Derrière elle, Julian m’adresse un signe de tête du siège conducteur de sa décapotable. Son frère et moi n’avons jamais partagé plus d’affinités que ça, même si avec son air de garçon sage, un brun préoccupé, je comprends que la moitié des filles de la ville craquent sur lui.

- Dépêche, on va être en retard !

A peine la porte fermée, Christine m’attrape le bras et me pousse dans notre carrosse, puis monte à l’arrière avec moi.

- Je crois que j’aurais dû attacher mes cheveux, s’inquiète-t-elle en attrapant un miroir. Tu crois que ça se remarque ?

- De quoi ? réponds-je abasourdie par la tournure de nos retrouvailles.

- Mes cheveux.

Oh oui, ils se remarquent.
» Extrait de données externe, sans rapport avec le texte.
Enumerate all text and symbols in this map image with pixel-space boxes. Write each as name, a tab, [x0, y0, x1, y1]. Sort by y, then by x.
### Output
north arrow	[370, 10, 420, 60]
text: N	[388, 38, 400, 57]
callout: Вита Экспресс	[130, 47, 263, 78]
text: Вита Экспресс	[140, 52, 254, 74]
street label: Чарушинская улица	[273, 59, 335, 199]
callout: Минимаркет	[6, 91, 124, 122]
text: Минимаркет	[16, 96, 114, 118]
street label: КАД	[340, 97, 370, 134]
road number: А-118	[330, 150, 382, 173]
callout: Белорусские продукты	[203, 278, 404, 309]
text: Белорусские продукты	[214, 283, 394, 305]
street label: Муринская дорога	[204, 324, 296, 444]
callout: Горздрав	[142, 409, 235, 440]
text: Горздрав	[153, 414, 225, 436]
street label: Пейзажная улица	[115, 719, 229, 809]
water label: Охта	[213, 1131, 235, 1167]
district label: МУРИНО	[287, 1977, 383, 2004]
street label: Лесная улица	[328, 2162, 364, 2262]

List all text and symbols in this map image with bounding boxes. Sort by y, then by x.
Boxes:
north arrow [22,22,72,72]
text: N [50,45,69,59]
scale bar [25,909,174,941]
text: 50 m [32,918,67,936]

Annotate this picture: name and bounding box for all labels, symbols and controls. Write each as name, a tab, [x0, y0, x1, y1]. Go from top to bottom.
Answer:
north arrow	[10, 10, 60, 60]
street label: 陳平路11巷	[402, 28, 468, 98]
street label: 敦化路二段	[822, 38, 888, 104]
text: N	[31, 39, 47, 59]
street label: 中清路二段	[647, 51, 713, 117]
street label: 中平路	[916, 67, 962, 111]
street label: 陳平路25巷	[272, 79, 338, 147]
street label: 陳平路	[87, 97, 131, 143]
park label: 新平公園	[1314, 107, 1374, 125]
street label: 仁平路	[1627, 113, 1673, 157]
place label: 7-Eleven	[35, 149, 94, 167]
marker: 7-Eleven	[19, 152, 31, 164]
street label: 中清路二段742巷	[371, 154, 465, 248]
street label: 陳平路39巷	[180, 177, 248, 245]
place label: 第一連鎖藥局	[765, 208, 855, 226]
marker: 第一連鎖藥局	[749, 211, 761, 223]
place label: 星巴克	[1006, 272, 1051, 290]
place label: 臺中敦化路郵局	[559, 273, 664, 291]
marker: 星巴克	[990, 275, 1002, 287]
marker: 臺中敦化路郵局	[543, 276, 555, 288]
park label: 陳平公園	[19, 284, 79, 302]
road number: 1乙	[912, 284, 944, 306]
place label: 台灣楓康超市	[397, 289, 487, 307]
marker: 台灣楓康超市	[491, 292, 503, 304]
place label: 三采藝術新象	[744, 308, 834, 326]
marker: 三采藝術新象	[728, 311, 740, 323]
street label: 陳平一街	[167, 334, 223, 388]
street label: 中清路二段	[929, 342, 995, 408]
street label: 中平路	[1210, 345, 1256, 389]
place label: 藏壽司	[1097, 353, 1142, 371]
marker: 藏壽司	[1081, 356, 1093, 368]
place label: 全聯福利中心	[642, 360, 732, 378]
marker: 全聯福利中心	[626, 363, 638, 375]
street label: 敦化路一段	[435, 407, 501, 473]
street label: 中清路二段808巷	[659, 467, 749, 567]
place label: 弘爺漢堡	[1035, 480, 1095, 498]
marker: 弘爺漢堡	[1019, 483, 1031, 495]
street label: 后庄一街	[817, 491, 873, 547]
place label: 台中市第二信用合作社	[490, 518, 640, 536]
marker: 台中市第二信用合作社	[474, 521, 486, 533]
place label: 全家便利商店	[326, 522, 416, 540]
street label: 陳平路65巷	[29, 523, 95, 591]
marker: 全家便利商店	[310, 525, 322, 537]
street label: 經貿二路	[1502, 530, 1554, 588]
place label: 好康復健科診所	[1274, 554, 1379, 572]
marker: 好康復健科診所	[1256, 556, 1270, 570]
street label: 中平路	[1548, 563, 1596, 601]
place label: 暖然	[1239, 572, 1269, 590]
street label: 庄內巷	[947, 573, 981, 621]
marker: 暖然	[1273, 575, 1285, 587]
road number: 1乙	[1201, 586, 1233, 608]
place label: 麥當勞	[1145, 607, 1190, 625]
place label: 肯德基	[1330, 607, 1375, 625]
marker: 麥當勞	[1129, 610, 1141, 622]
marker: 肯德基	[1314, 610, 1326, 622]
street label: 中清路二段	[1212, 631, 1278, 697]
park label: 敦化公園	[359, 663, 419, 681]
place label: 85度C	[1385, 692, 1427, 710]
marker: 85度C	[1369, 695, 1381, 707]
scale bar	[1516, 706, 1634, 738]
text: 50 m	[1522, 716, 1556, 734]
Et crois-moi, si la moitié des hommes que l’on croise ce soir ne se retournent pas pour te regarder, c’est qu’ils ne savent pas ce qu’ils manquent.

- Tu es très bien comme ça. On va où ? m’encquis-je, curieuse.

- A une réception que donne mon père.

- Ton…

La fin de ma phrase reste coincée dans ma gorge. Christine doit remarquer mon soudain malaise car elle s’empresse de préciser, une main posée sur mon avant-bras :

- Ne t’inquiète pas, ce n’est rien d’officiel. Juste une réception dont les fonds seront reversés à une association caritative. Pas besoin d’invitation. J’ai pensé que ce serait un bon moyen de fêter ton retour !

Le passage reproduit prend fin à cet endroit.